Stored data:
=-=-=-=-=
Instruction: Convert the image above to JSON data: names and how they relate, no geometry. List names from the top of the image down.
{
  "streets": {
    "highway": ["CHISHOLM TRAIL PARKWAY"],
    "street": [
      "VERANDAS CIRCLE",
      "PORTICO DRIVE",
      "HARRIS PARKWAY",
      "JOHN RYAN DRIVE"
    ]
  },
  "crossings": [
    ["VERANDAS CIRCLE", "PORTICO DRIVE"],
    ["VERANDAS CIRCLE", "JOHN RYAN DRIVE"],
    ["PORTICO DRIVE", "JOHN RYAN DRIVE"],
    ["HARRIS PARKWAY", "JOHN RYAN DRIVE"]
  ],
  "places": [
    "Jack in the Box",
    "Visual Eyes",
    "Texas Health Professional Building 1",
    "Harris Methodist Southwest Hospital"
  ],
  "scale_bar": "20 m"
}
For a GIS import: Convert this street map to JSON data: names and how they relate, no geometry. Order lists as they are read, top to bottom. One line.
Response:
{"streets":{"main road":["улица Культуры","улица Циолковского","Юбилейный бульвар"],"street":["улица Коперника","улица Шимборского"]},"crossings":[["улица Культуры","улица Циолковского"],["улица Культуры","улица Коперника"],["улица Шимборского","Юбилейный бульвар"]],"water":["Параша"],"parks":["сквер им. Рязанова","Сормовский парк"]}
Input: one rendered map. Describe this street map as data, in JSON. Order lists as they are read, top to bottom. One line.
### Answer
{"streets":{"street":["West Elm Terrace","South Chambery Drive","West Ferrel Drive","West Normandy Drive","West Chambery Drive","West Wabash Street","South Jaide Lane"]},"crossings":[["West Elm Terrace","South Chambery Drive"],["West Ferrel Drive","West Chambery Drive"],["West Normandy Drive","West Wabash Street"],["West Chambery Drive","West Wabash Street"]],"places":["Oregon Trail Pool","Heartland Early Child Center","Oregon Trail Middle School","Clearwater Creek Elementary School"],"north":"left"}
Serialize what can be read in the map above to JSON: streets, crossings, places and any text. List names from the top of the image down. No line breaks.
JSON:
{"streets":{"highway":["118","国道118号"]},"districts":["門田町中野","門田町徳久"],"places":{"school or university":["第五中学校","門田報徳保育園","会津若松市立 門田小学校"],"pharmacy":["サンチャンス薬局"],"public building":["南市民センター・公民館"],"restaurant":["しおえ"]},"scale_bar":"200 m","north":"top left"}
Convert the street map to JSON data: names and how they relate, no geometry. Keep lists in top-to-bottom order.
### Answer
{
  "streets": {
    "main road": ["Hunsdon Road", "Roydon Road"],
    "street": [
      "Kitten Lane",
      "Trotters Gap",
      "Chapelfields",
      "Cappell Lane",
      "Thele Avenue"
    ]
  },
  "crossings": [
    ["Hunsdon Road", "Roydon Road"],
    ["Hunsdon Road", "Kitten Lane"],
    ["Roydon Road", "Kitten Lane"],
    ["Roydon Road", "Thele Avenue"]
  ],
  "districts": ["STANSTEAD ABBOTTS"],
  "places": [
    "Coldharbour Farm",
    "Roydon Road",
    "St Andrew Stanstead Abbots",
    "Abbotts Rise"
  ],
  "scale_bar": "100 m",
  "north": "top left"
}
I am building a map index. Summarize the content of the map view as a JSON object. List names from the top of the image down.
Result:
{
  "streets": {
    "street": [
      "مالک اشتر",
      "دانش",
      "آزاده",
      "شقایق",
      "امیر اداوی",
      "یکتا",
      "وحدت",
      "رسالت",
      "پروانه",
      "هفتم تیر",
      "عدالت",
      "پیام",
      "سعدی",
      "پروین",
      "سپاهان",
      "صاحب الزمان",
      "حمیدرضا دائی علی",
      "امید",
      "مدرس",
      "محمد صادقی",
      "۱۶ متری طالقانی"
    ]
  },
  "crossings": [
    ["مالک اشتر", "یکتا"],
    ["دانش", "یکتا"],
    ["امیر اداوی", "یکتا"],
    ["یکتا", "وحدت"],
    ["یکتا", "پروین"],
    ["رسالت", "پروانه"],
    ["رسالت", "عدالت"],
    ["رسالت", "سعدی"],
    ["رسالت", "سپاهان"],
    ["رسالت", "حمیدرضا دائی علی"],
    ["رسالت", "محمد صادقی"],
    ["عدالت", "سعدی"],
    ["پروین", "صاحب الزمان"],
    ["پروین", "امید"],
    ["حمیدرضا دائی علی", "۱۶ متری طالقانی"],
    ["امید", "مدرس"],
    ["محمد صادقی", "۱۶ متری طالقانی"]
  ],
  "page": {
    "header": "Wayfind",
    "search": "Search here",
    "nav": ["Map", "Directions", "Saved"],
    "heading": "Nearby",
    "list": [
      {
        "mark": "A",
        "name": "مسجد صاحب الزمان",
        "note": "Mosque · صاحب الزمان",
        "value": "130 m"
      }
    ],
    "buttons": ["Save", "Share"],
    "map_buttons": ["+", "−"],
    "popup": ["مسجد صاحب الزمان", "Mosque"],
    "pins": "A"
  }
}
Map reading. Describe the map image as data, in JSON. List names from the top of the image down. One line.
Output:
=-=-=-=-=
■ EXERCISE DIRECTIONS: Without leaving anything out, give the entries again exactly.

■ FINISHED TASK:
Instruction: Convert the image above to JSON data: names and how they relate, no geometry. List names from the top of the image down.
{
  "streets": {
    "highway": ["CHISHOLM TRAIL PARKWAY"],
    "street": [
      "VERANDAS CIRCLE",
      "PORTICO DRIVE",
      "HARRIS PARKWAY",
      "JOHN RYAN DRIVE"
    ]
  },
  "crossings": [
    ["VERANDAS CIRCLE", "PORTICO DRIVE"],
    ["VERANDAS CIRCLE", "JOHN RYAN DRIVE"],
    ["PORTICO DRIVE", "JOHN RYAN DRIVE"],
    ["HARRIS PARKWAY", "JOHN RYAN DRIVE"]
  ],
  "places": [
    "Jack in the Box",
    "Visual Eyes",
    "Texas Health Professional Building 1",
    "Harris Methodist Southwest Hospital"
  ],
  "scale_bar": "20 m"
}
For a GIS import: Convert this street map to JSON data: names and how they relate, no geometry. Order lists as they are read, top to bottom. One line.
Response:
{"streets":{"main road":["улица Культуры","улица Циолковского","Юбилейный бульвар"],"street":["улица Коперника","улица Шимборского"]},"crossings":[["улица Культуры","улица Циолковского"],["улица Культуры","улица Коперника"],["улица Шимборского","Юбилейный бульвар"]],"water":["Параша"],"parks":["сквер им. Рязанова","Сормовский парк"]}
Input: one rendered map. Describe this street map as data, in JSON. Order lists as they are read, top to bottom. One line.
### Answer
{"streets":{"street":["West Elm Terrace","South Chambery Drive","West Ferrel Drive","West Normandy Drive","West Chambery Drive","West Wabash Street","South Jaide Lane"]},"crossings":[["West Elm Terrace","South Chambery Drive"],["West Ferrel Drive","West Chambery Drive"],["West Normandy Drive","West Wabash Street"],["West Chambery Drive","West Wabash Street"]],"places":["Oregon Trail Pool","Heartland Early Child Center","Oregon Trail Middle School","Clearwater Creek Elementary School"],"north":"left"}
Serialize what can be read in the map above to JSON: streets, crossings, places and any text. List names from the top of the image down. No line breaks.
JSON:
{"streets":{"highway":["118","国道118号"]},"districts":["門田町中野","門田町徳久"],"places":{"school or university":["第五中学校","門田報徳保育園","会津若松市立 門田小学校"],"pharmacy":["サンチャンス薬局"],"public building":["南市民センター・公民館"],"restaurant":["しおえ"]},"scale_bar":"200 m","north":"top left"}
Convert the street map to JSON data: names and how they relate, no geometry. Keep lists in top-to-bottom order.
### Answer
{
  "streets": {
    "main road": ["Hunsdon Road", "Roydon Road"],
    "street": [
      "Kitten Lane",
      "Trotters Gap",
      "Chapelfields",
      "Cappell Lane",
      "Thele Avenue"
    ]
  },
  "crossings": [
    ["Hunsdon Road", "Roydon Road"],
    ["Hunsdon Road", "Kitten Lane"],
    ["Roydon Road", "Kitten Lane"],
    ["Roydon Road", "Thele Avenue"]
  ],
  "districts": ["STANSTEAD ABBOTTS"],
  "places": [
    "Coldharbour Farm",
    "Roydon Road",
    "St Andrew Stanstead Abbots",
    "Abbotts Rise"
  ],
  "scale_bar": "100 m",
  "north": "top left"
}
I am building a map index. Summarize the content of the map view as a JSON object. List names from the top of the image down.
Result:
{
  "streets": {
    "street": [
      "مالک اشتر",
      "دانش",
      "آزاده",
      "شقایق",
      "امیر اداوی",
      "یکتا",
      "وحدت",
      "رسالت",
      "پروانه",
      "هفتم تیر",
      "عدالت",
      "پیام",
      "سعدی",
      "پروین",
      "سپاهان",
      "صاحب الزمان",
      "حمیدرضا دائی علی",
      "امید",
      "مدرس",
      "محمد صادقی",
      "۱۶ متری طالقانی"
    ]
  },
  "crossings": [
    ["مالک اشتر", "یکتا"],
    ["دانش", "یکتا"],
    ["امیر اداوی", "یکتا"],
    ["یکتا", "وحدت"],
    ["یکتا", "پروین"],
    ["رسالت", "پروانه"],
    ["رسالت", "عدالت"],
    ["رسالت", "سعدی"],
    ["رسالت", "سپاهان"],
    ["رسالت", "حمیدرضا دائی علی"],
    ["رسالت", "محمد صادقی"],
    ["عدالت", "سعدی"],
    ["پروین", "صاحب الزمان"],
    ["پروین", "امید"],
    ["حمیدرضا دائی علی", "۱۶ متری طالقانی"],
    ["امید", "مدرس"],
    ["محمد صادقی", "۱۶ متری طالقانی"]
  ],
  "page": {
    "header": "Wayfind",
    "search": "Search here",
    "nav": ["Map", "Directions", "Saved"],
    "heading": "Nearby",
    "list": [
      {
        "mark": "A",
        "name": "مسجد صاحب الزمان",
        "note": "Mosque · صاحب الزمان",
        "value": "130 m"
      }
    ],
    "buttons": ["Save", "Share"],
    "map_buttons": ["+", "−"],
    "popup": ["مسجد صاحب الزمان", "Mosque"],
    "pins": "A"
  }
}
Map reading. Describe the map image as data, in JSON. List names from the top of the image down. One line.
Output:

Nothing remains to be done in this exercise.